## DATASET ENTRIES

Start of Block

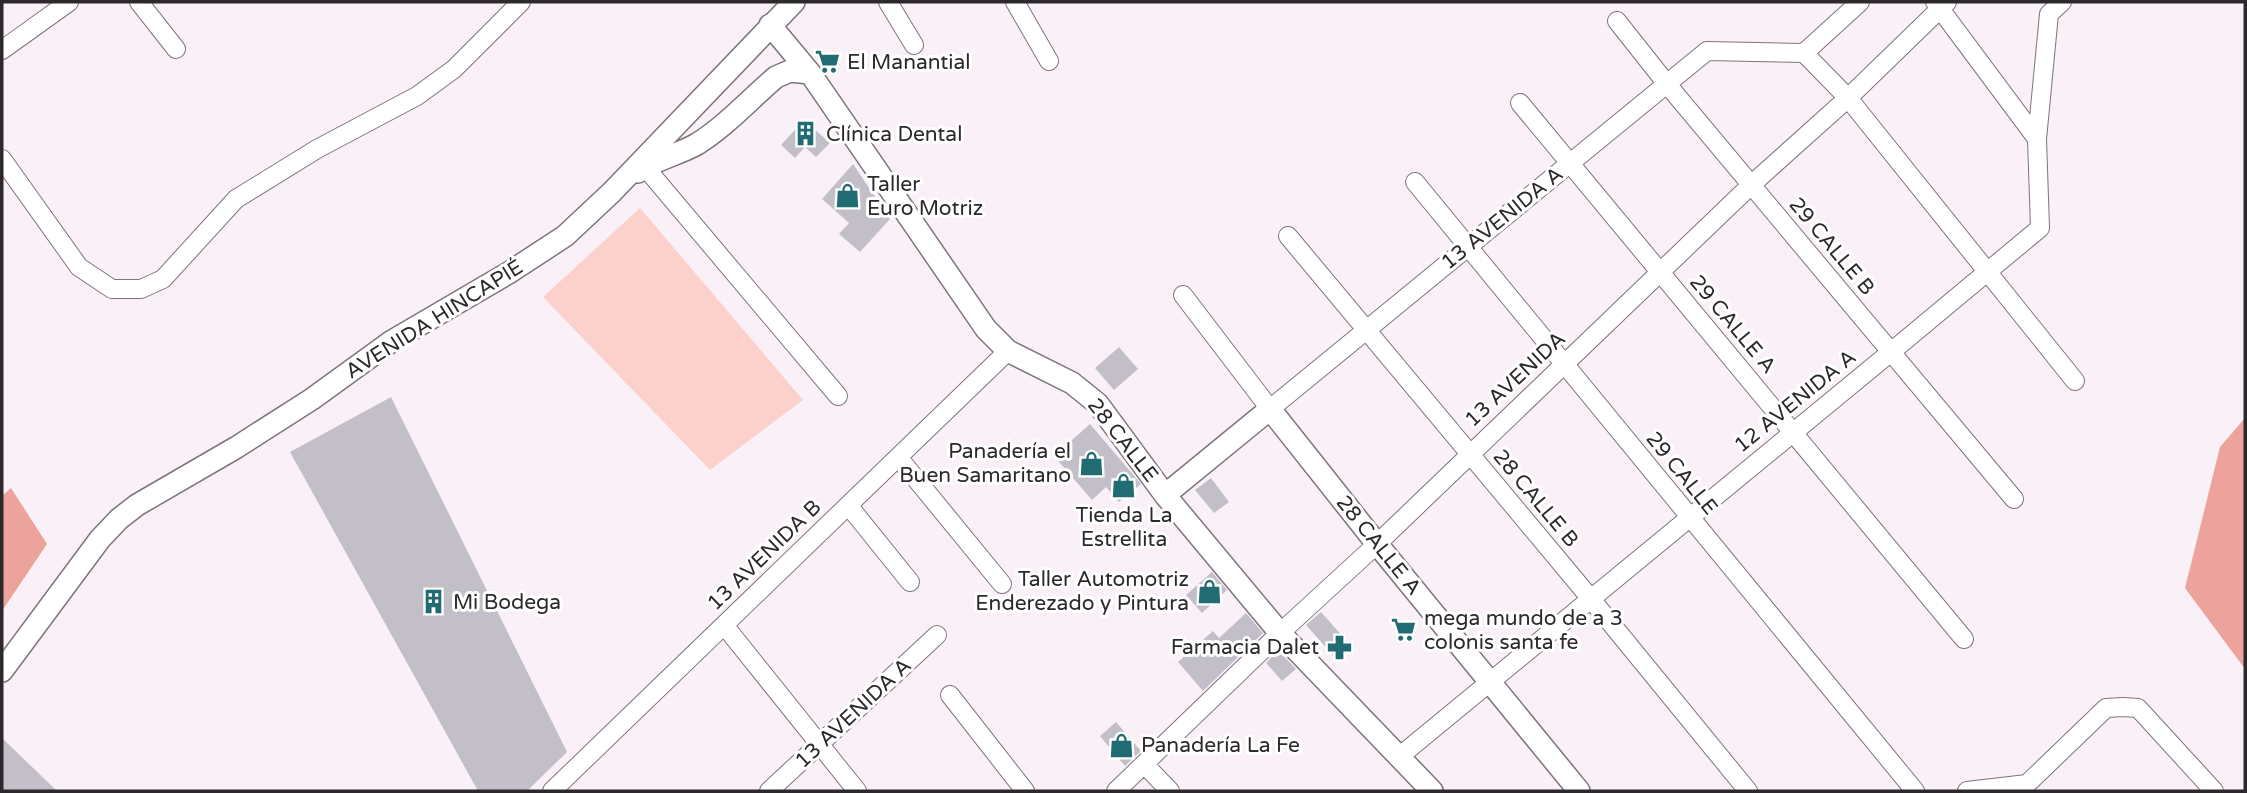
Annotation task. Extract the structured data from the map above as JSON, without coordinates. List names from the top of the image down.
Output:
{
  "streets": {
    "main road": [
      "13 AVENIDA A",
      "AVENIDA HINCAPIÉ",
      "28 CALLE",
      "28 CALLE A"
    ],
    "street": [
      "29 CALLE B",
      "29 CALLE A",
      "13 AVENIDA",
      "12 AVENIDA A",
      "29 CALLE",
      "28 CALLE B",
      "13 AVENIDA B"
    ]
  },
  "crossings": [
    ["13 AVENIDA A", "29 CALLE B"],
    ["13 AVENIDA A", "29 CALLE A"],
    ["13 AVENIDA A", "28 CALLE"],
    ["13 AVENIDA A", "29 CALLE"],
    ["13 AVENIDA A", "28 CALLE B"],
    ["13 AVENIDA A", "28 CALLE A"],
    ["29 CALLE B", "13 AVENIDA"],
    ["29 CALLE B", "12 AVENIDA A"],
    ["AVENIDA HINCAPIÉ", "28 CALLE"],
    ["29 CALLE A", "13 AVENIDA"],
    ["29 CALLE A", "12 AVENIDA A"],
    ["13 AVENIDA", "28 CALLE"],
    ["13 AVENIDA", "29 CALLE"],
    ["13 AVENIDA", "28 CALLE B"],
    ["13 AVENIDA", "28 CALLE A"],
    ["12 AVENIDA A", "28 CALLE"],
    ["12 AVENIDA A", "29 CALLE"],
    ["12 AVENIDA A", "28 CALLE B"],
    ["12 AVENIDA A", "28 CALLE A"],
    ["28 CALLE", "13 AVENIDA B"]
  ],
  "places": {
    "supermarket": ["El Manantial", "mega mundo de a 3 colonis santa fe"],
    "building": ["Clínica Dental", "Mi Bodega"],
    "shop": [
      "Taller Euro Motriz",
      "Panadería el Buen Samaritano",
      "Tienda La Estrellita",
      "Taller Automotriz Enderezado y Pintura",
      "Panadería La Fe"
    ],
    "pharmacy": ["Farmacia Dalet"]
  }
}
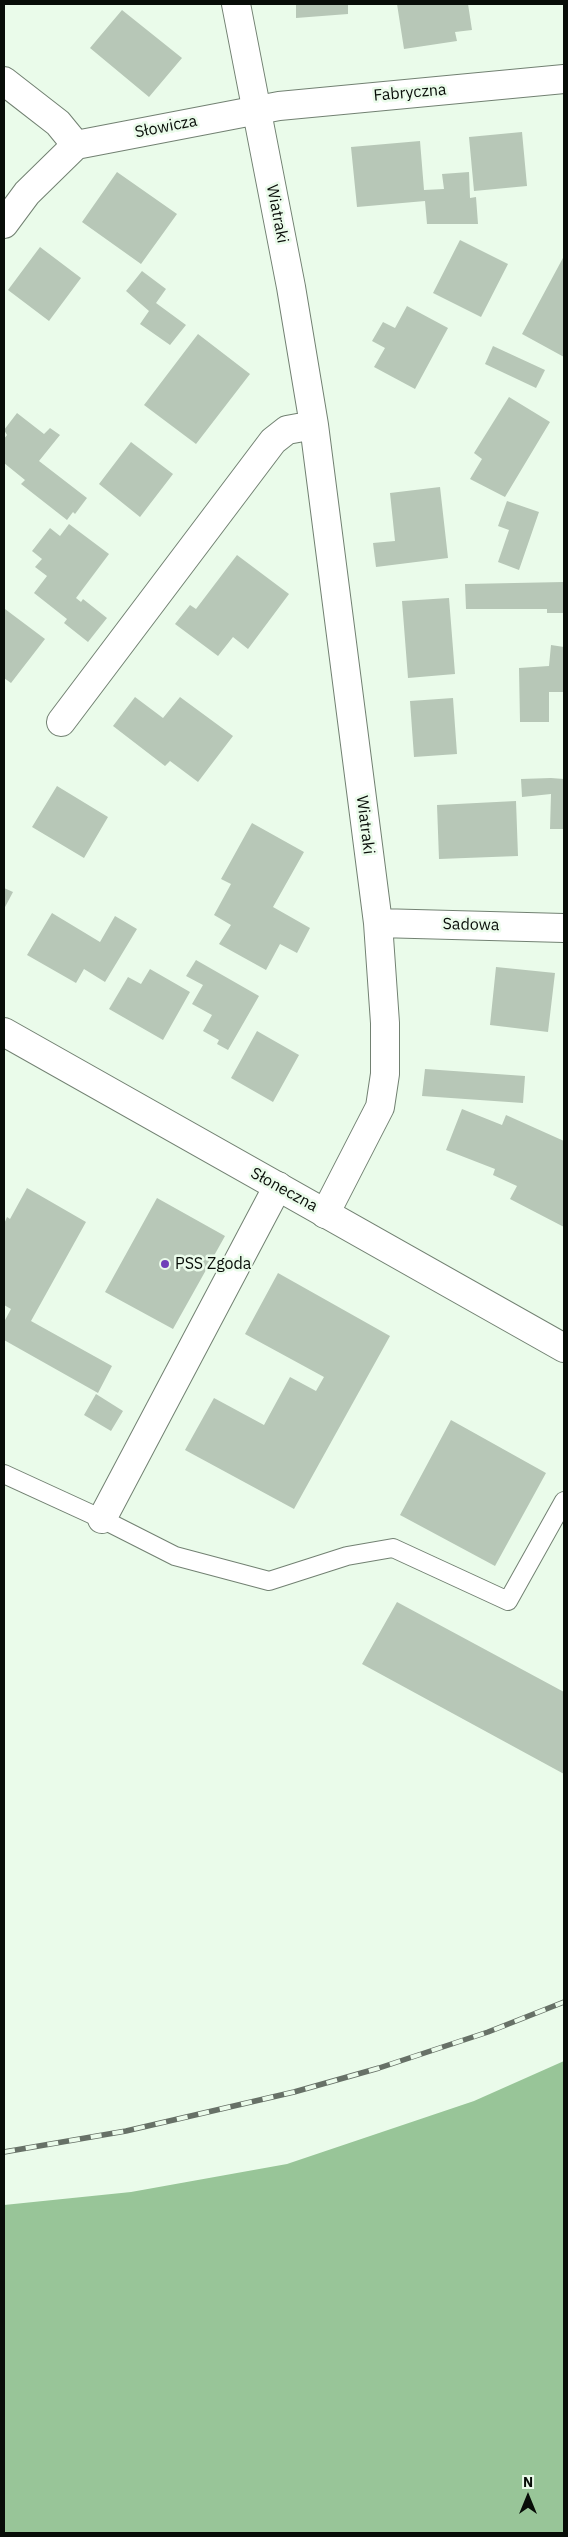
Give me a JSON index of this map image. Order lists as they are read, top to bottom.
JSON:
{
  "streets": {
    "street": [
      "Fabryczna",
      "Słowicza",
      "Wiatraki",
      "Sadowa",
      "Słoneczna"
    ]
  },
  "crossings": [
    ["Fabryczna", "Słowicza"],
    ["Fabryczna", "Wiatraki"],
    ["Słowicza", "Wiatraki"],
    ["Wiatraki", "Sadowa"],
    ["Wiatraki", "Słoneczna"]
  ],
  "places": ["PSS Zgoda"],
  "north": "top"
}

End of Block

## PROBLEM
Determine the number of lines in the records that include the string "Panadería", and respond with that number only.

## WRITTEN RESPONSE
2